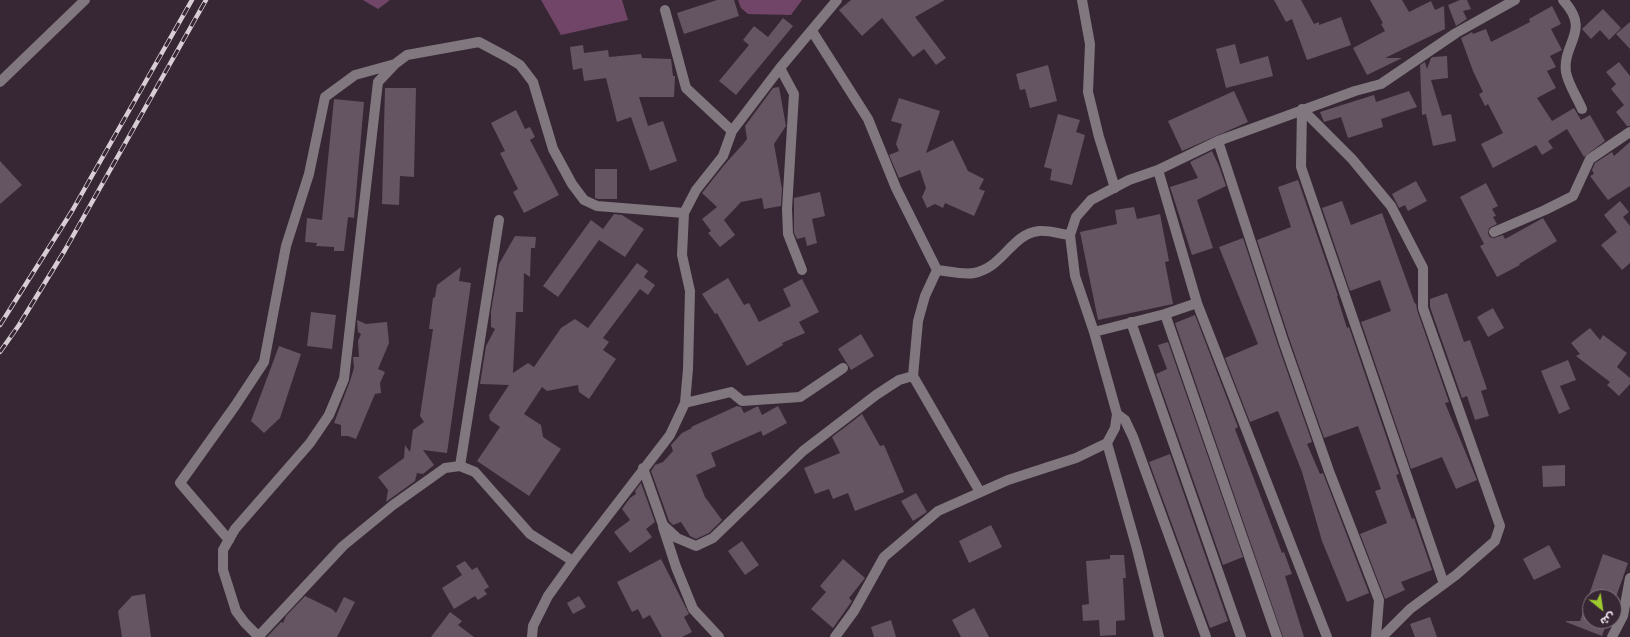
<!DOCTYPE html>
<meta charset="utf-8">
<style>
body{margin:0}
#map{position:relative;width:1630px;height:637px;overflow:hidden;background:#372734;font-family:Roboto,"Noto Sans Arabic",sans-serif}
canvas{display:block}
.north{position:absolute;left:1582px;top:589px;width:40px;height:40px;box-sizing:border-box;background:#372734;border:1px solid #837580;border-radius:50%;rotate:150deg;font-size:11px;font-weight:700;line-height:16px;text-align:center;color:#f6ebf3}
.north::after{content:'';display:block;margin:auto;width:14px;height:18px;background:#9fca2e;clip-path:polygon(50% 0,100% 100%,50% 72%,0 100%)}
</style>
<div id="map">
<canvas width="1630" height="637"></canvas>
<div class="north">ش</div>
</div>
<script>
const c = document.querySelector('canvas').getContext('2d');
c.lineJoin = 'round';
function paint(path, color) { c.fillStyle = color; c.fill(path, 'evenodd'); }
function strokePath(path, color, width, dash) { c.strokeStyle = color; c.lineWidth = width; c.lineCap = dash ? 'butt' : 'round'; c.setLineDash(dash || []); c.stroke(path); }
paint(new Path2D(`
 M363 0H390L378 9Z
 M541 0H622L628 20 561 35Z
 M738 0H802L791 15 748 14 741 8Z`), '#714568');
paint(new Path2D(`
 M717 0H734L739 16 684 34 677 13Z
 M851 0H945L915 17 946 58 936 65 924 49 913 57 882 18 862 36 839 10Z
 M1274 0H1301L1314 24 1319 22V25L1341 17 1351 45 1307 60 1292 19 1286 22Z
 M1370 0H1402L1409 12 1431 1 1435 10 1444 6 1445 29 1385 58H1402L1367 75 1353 48 1385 31 1381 24 1383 23Z
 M1460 0H1467L1471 9 1463 11 1467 19 1456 26 1448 5Z
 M1552 6 1561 24 1551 29 1562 50 1550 56 1556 67 1547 71 1556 88 1537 98 1552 121 1574 108 1581 120 1590 115 1605 141 1584 157 1567 129 1548 141 1553 148 1542 155 1536 145 1493 168 1481 144 1503 133 1488 104 1485 106 1479 94 1483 92 1473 71 1461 38 1472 32 1473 34 1486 29 1491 42 1530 22 1529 19Z
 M1603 9 1621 28 1609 40 1600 30 1591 39 1582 29Z
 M783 18 793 26 736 95 719 81 749 45 743 40 754 26 768 37Z
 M1630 22V49L1616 34Z
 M1235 44 1240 64 1268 56 1273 76 1226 88 1216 49Z
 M583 45 584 53 608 50 609 57 641 54 642 58 671 59 673 76H675L674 97H639L648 126 663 121 677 161 650 171 631 117 617 122 606 78 584 81 582 68 573 70 570 47Z
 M1447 56 1448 78 1431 80 1442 116 1451 114 1456 141 1433 146 1426 114 1422 115 1420 65 1425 62 1427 69 1431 58 1433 57Z
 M1619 62 1630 76V126H1627L1616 112 1624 105 1611 89 1616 84 1606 72Z
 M1048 65 1057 101 1030 108 1025 89 1020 90 1016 74Z
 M779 87 786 126 774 144 782 189 781 206 764 209 762 198 741 202 724 220 735 235 720 247 708 233 711 231 702 219 717 207 702 193 725 164 744 143 747 139 745 126 773 88Z
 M385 88H416L414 177 400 176 399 205 382 204Z
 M1234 91 1248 122 1182 151 1168 121Z
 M1409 91 1417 107 1381 119 1383 127 1348 138 1341 117 1324 122 1320 112 1374 95 1376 102Z
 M899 98 940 111 926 153 953 140 968 171 984 179 979 189 985 191 974 216 945 203 943 208 935 204 927 208 922 197 926 188 920 170 899 178 889 155 899 151 896 144 902 124 891 121Z
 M334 99 364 102 354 218 348 217 344 251H334V247L316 246 317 243 305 242 307 218 322 220Z
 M516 110 525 129 530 127 535 137 530 140 559 195 524 213 513 192 518 189 500 153 505 151 491 123Z
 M1058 114 1080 120 1076 132 1085 135 1072 185 1050 180 1052 169 1044 167Z
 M1630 142V186L1608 200 1590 176 1594 174 1592 170 1595 163 1612 152 1614 156Z
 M1212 151 1219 166 1226 186 1197 200 1213 248 1192 255 1170 187 1198 178 1190 162Z
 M0 161 22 185 0 204Z
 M595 169H617V199H598L595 198Z
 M1298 180 1338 296H1337L1347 328 1349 327 1399 474 1396 475 1412 519 1414 518 1432 570 1401 582 1405 590 1385 599 1360 534 1387 523 1375 491 1381 489 1358 426 1324 438 1290 341 1257 240 1291 227 1278 187Z
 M1416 181 1427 201 1408 211 1405 205 1399 208 1392 194Z
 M1486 183 1498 206 1492 209 1496 216 1493 217 1497 224 1489 228 1488 234 1490 237 1494 238 1503 235 1505 239 1543 218 1557 241 1519 264 1520 265 1497 277 1480 246 1484 244 1460 197Z
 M820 192 825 216 812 219 817 243 807 246 805 237 797 239 794 233V198Z
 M1342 201 1351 225 1382 213 1415 304 1416 303 1417 310 1449 402 1445 403 1477 480 1456 489 1442 457 1411 469 1361 322 1391 311 1380 280 1350 291 1322 208Z
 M1620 201 1629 212 1623 217 1630 226V263L1622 270 1601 245 1617 232 1604 215Z
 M1134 207 1137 219 1160 214 1169 261 1165 262 1173 304 1098 320 1080 232 1117 224 1115 210Z
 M614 214 622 215 644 229 625 257 599 240 558 297 543 286 591 220 603 229Z
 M515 236 536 237 535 248H531L530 277 524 273 523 312H516L513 373 528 363 534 367 561 328 575 319 588 328 637 263 648 271 644 277 655 285 648 295 640 289 603 338 609 342 603 350 616 359 589 399 579 392 578 385 547 391 542 387 524 414 541 425 543 437 561 449 529 496 477 461 500 427 490 420 489 415 509 385 480 384 486 346 495 329 491 327V311L499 264Z
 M1243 238 1278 345 1312 442 1307 444 1320 474 1323 473 1369 593 1347 602 1322 541 1302 472 1278 411 1250 422 1225 358 1258 344 1219 247Z
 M461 267 459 281 471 283 447 453 423 450 434 465 423 474 417 473 415 481 386 502 388 490 378 477 404 458 405 445 410 452 413 430 424 422 420 416 433 329H429L433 298 435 297 437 285Z
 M728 278 744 305 749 303 759 322 791 306 783 289 802 279 819 312 799 322 805 333 782 343 783 345 747 366 717 313 715 314 702 294Z
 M1447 293 1464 342 1470 340 1487 389 1481 391 1489 416 1475 420 1467 396 1462 398 1430 307V299Z
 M1493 308 1504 328 1488 337 1477 317Z
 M311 312 336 315 332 349 307 346Z
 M1195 315 1238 427 1235 429 1282 553 1284 552 1292 574 1285 576 1304 637H1283L1175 323Z
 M357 320 366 324 387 322 389 343 378 369 385 372 380 383 381 393 375 394 356 439 348 436H341V425L334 423 350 381 354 368 353 357H359L358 341 361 334 358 332Z
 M1590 328 1600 340 1603 335 1627 353 1617 367 1630 378V384L1619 396 1607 385 1610 382 1576 356 1580 354 1571 343Z
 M861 334 874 356 851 370 838 349Z
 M1168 342 1243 557 1223 565 1156 374 1167 369 1158 345Z
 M279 346 301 354 280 418 264 433 251 421Z
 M1568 360 1576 380 1560 386 1570 409 1559 414 1541 371Z
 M737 406 741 407 744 413 758 406 762 415 778 406 787 423 763 436 761 431 711 453 716 466 696 475 705 497 722 520 709 533 696 539 690 536 681 522 673 525 669 521 651 471 655 465 663 462 673 451 671 445 682 433 692 428 691 427Z
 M862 414 880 446 884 445 904 492 855 511 848 493 833 499 829 489 815 494 804 468 840 453 832 437Z
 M1170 454 1228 621 1210 628 1149 462Z
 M1565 465V486L1543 487 1542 466Z
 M641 483 655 522 646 529 652 537 630 553 614 532 630 520 622 509 630 498 636 494 635 491Z
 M916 493 927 512 913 521 901 501Z
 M991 525 1002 547 969 563 959 541Z
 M742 541 759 565 745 575 728 551Z
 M1549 545 1561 567 1534 580 1523 559Z
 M1603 554 1628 563 1616 597H1590V621H1607L1602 636 1566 622V621H1580Z
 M1110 555H1124L1126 578H1123L1125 620 1116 621V635L1100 636 1099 620 1083 621 1082 605 1089 604 1086 561 1110 559Z
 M661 559 689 614 684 617 692 632 682 637H662L650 615 643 619 638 609 632 612 617 582Z
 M843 559 865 578 849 598 852 601 833 628 811 609 826 592 820 586Z
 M465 561 472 570 477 567 489 587 484 590 487 594 478 600 475 596 454 609 442 588 462 575 456 566Z
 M145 594 151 637H122L118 611 132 596Z
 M305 596 332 609 336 613 344 597 355 602 337 637H267L281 622 283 623 286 616Z
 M579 596 586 607 573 614 567 603Z
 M974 608 989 637H961L952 620Z
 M450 612 462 621 458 625 474 637H431Z
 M1430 617 1437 637H1415L1410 624Z
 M891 620 896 637H874L871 627Z`), '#655461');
strokePath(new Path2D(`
 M1082 0 1090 44 1088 92 1099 137 1115 188
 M1563 0C1592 31 1562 43 1566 72 1568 84 1577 97 1582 109
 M665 10 686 88 732 131
 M812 31 868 119 896 188 937 270
 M780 68 794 94 787 209 788 234 802 270
 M0 82 85 0
 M1218 141 1284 343 1329 471 1379 600 1376 637
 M1494 232 1545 210 1573 196 1590 159 1630 132
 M937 270 925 296 918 321 913 376 980 492
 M937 270C948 271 963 275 974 273 1004 267 1011 234 1039 231 1049 230 1060 234 1070 235
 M1197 303 1327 637
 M1165 314 1277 637
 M1131 322 1241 637
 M1094 332 1165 314 1197 303 1158 170
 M685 403 731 392 742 401 800 397 843 368
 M1117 414 1125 420 1133 437 1206 637
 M1107 443 1137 549 1159 637
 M460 466 499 220
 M643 468 663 525 677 538 696 546 713 538 803 451 876 395 899 380 913 376
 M663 527 676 567 693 609 719 637
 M229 540 180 483 235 406 264 362 286 246 309 174 325 97 355 75 395 64
 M258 636 245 623 236 611 223 570V550L235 529 310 443 329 415 344 379 378 82 395 64 407 55 479 42 507 57 520 65 533 82 553 149 572 184 584 200 597 206 684 213
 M258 637 343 546 393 505 445 468 460 466 475 472 530 534 573 561
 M532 637 533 626 548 596 573 561 670 435 685 403 688 369 690 291 682 255 684 213 696 190 723 156 732 131 780 68 837 0
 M835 637 854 611 884 557 938 511 1008 480 1076 458 1107 443 1115 428 1117 414 1094 332 1075 276 1070 235 1076 217 1091 200 1129 180 1158 170 1218 141 1355 91 1381 84 1456 33 1515 0
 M1382 637 1410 609 1456 575 1495 541 1500 526 1423 308V268L1391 206 1352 159 1302 109 1301 167 1444 584
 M1612 637 1623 616 1630 578`), '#80787e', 10);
const rail = new Path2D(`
 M0 325 72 211 192 0
 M0 352 19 325 65 250 206 0`);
strokePath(rail, '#d8ccd5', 4.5);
strokePath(rail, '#372734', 3, [9]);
</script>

____

Out of the data above, transcribe exactly and only the lines starting with the line that has "M916 493 927 512 913 521 901 501Z" and going on through the line that has "M835 637 854", both included.

▸ ANSWER TO THE EXERCISE
 M916 493 927 512 913 521 901 501Z
 M991 525 1002 547 969 563 959 541Z
 M742 541 759 565 745 575 728 551Z
 M1549 545 1561 567 1534 580 1523 559Z
 M1603 554 1628 563 1616 597H1590V621H1607L1602 636 1566 622V621H1580Z
 M1110 555H1124L1126 578H1123L1125 620 1116 621V635L1100 636 1099 620 1083 621 1082 605 1089 604 1086 561 1110 559Z
 M661 559 689 614 684 617 692 632 682 637H662L650 615 643 619 638 609 632 612 617 582Z
 M843 559 865 578 849 598 852 601 833 628 811 609 826 592 820 586Z
 M465 561 472 570 477 567 489 587 484 590 487 594 478 600 475 596 454 609 442 588 462 575 456 566Z
 M145 594 151 637H122L118 611 132 596Z
 M305 596 332 609 336 613 344 597 355 602 337 637H267L281 622 283 623 286 616Z
 M579 596 586 607 573 614 567 603Z
 M974 608 989 637H961L952 620Z
 M450 612 462 621 458 625 474 637H431Z
 M1430 617 1437 637H1415L1410 624Z
 M891 620 896 637H874L871 627Z`), '#655461');
strokePath(new Path2D(`
 M1082 0 1090 44 1088 92 1099 137 1115 188
 M1563 0C1592 31 1562 43 1566 72 1568 84 1577 97 1582 109
 M665 10 686 88 732 131
 M812 31 868 119 896 188 937 270
 M780 68 794 94 787 209 788 234 802 270
 M0 82 85 0
 M1218 141 1284 343 1329 471 1379 600 1376 637
 M1494 232 1545 210 1573 196 1590 159 1630 132
 M937 270 925 296 918 321 913 376 980 492
 M937 270C948 271 963 275 974 273 1004 267 1011 234 1039 231 1049 230 1060 234 1070 235
 M1197 303 1327 637
 M1165 314 1277 637
 M1131 322 1241 637
 M1094 332 1165 314 1197 303 1158 170
 M685 403 731 392 742 401 800 397 843 368
 M1117 414 1125 420 1133 437 1206 637
 M1107 443 1137 549 1159 637
 M460 466 499 220
 M643 468 663 525 677 538 696 546 713 538 803 451 876 395 899 380 913 376
 M663 527 676 567 693 609 719 637
 M229 540 180 483 235 406 264 362 286 246 309 174 325 97 355 75 395 64
 M258 636 245 623 236 611 223 570V550L235 529 310 443 329 415 344 379 378 82 395 64 407 55 479 42 507 57 520 65 533 82 553 149 572 184 584 200 597 206 684 213
 M258 637 343 546 393 505 445 468 460 466 475 472 530 534 573 561
 M532 637 533 626 548 596 573 561 670 435 685 403 688 369 690 291 682 255 684 213 696 190 723 156 732 131 780 68 837 0
 M835 637 854 611 884 557 938 511 1008 480 1076 458 1107 443 1115 428 1117 414 1094 332 1075 276 1070 235 1076 217 1091 200 1129 180 1158 170 1218 141 1355 91 1381 84 1456 33 1515 0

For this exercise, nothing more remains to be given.